<<<<

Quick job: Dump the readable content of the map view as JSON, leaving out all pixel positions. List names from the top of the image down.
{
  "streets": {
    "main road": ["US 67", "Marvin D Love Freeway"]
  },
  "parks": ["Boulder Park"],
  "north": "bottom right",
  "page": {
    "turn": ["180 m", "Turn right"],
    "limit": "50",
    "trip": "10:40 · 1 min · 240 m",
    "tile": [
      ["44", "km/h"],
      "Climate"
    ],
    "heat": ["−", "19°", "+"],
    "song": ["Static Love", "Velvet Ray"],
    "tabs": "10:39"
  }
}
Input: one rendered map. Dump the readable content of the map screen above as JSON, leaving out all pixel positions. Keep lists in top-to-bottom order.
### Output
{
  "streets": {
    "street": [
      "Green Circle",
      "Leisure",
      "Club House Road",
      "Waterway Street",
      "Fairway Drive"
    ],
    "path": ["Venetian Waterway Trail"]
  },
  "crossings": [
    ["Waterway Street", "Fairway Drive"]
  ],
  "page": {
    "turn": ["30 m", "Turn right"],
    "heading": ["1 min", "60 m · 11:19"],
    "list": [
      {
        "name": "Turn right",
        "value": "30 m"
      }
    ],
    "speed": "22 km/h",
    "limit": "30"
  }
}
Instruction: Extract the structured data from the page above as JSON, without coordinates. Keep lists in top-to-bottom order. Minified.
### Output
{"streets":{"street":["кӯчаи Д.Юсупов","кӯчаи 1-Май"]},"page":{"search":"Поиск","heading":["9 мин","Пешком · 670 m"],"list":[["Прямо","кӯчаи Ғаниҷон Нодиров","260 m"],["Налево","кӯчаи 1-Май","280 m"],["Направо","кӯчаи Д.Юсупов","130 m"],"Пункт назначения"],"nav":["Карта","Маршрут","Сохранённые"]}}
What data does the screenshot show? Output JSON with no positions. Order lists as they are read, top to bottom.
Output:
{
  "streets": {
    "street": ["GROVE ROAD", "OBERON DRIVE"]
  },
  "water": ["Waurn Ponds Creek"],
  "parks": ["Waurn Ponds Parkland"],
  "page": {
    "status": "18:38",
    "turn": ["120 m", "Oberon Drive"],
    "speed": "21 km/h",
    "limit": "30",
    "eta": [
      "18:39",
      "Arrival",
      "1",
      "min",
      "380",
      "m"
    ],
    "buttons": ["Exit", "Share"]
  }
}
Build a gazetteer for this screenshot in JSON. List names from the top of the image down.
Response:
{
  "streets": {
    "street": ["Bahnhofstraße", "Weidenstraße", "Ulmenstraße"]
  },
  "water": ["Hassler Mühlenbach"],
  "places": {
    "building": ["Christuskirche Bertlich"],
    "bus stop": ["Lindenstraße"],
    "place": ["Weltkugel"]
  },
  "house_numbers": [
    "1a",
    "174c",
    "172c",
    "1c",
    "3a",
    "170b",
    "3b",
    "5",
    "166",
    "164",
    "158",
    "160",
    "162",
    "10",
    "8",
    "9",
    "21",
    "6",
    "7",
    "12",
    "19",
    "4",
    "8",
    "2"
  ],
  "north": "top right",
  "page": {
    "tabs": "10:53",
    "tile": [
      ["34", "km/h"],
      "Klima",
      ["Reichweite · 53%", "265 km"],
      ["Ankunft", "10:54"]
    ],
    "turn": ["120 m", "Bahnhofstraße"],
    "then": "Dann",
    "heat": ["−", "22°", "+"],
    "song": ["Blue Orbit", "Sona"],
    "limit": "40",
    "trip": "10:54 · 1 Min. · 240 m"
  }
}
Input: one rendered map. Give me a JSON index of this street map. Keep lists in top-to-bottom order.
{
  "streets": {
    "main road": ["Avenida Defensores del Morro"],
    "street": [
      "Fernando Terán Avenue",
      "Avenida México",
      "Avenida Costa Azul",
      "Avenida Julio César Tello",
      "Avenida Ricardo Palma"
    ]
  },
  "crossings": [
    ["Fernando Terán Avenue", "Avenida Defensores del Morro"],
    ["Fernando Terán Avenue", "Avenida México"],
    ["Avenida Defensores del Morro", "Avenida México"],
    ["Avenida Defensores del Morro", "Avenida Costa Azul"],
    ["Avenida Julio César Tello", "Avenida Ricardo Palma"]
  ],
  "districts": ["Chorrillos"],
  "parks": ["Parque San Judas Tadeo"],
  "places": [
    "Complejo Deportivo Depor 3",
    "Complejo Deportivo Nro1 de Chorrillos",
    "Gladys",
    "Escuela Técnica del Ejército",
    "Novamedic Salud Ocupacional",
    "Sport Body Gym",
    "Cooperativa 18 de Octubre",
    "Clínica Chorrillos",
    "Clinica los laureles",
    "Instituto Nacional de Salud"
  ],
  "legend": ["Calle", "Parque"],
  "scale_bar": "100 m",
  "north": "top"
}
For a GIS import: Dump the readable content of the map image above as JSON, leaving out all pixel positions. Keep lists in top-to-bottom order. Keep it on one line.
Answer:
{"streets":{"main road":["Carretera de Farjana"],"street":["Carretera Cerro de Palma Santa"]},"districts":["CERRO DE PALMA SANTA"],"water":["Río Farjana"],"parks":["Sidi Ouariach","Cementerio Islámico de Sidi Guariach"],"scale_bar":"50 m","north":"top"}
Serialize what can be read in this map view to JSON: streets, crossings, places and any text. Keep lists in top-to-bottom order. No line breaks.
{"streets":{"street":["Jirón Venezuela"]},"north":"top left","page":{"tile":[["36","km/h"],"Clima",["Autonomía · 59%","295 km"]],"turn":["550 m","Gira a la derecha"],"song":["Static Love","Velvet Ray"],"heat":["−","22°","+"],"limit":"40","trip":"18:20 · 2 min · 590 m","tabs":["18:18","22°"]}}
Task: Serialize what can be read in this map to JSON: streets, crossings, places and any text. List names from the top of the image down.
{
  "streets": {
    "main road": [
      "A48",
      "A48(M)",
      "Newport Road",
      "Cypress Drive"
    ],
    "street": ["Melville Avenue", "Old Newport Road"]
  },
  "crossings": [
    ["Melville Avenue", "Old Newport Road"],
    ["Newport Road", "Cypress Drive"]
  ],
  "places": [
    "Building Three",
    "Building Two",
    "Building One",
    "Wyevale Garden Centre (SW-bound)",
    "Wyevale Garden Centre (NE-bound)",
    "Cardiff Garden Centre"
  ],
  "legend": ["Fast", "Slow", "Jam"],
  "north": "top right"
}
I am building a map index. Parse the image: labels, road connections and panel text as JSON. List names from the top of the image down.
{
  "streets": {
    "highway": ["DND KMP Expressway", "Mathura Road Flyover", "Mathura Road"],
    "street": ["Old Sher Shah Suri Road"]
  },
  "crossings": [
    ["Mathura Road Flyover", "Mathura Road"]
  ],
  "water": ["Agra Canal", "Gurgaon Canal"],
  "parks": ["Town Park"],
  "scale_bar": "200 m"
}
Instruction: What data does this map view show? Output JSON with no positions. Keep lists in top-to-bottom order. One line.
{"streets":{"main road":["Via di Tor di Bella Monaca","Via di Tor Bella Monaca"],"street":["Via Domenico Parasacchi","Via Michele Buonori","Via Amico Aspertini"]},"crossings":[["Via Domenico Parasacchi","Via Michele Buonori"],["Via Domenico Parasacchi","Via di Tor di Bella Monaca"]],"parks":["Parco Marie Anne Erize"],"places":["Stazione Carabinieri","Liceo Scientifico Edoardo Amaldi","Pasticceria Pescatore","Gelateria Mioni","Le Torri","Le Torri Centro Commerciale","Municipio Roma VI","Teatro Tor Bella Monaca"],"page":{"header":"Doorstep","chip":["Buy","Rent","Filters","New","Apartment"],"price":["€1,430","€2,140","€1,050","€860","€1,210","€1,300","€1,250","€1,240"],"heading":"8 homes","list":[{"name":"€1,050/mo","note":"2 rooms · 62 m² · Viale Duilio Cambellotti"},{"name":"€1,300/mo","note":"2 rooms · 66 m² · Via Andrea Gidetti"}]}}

>>>>

### The task:
Return, please, the lines of the data from the first through the line containing "Input: one rendered map. Dump", both kept, exactly as they stand and nothing more.

### Your response:
Quick job: Dump the readable content of the map view as JSON, leaving out all pixel positions. List names from the top of the image down.
{
  "streets": {
    "main road": ["US 67", "Marvin D Love Freeway"]
  },
  "parks": ["Boulder Park"],
  "north": "bottom right",
  "page": {
    "turn": ["180 m", "Turn right"],
    "limit": "50",
    "trip": "10:40 · 1 min · 240 m",
    "tile": [
      ["44", "km/h"],
      "Climate"
    ],
    "heat": ["−", "19°", "+"],
    "song": ["Static Love", "Velvet Ray"],
    "tabs": "10:39"
  }
}
Input: one rendered map. Dump the readable content of the map screen above as JSON, leaving out all pixel positions. Keep lists in top-to-bottom order.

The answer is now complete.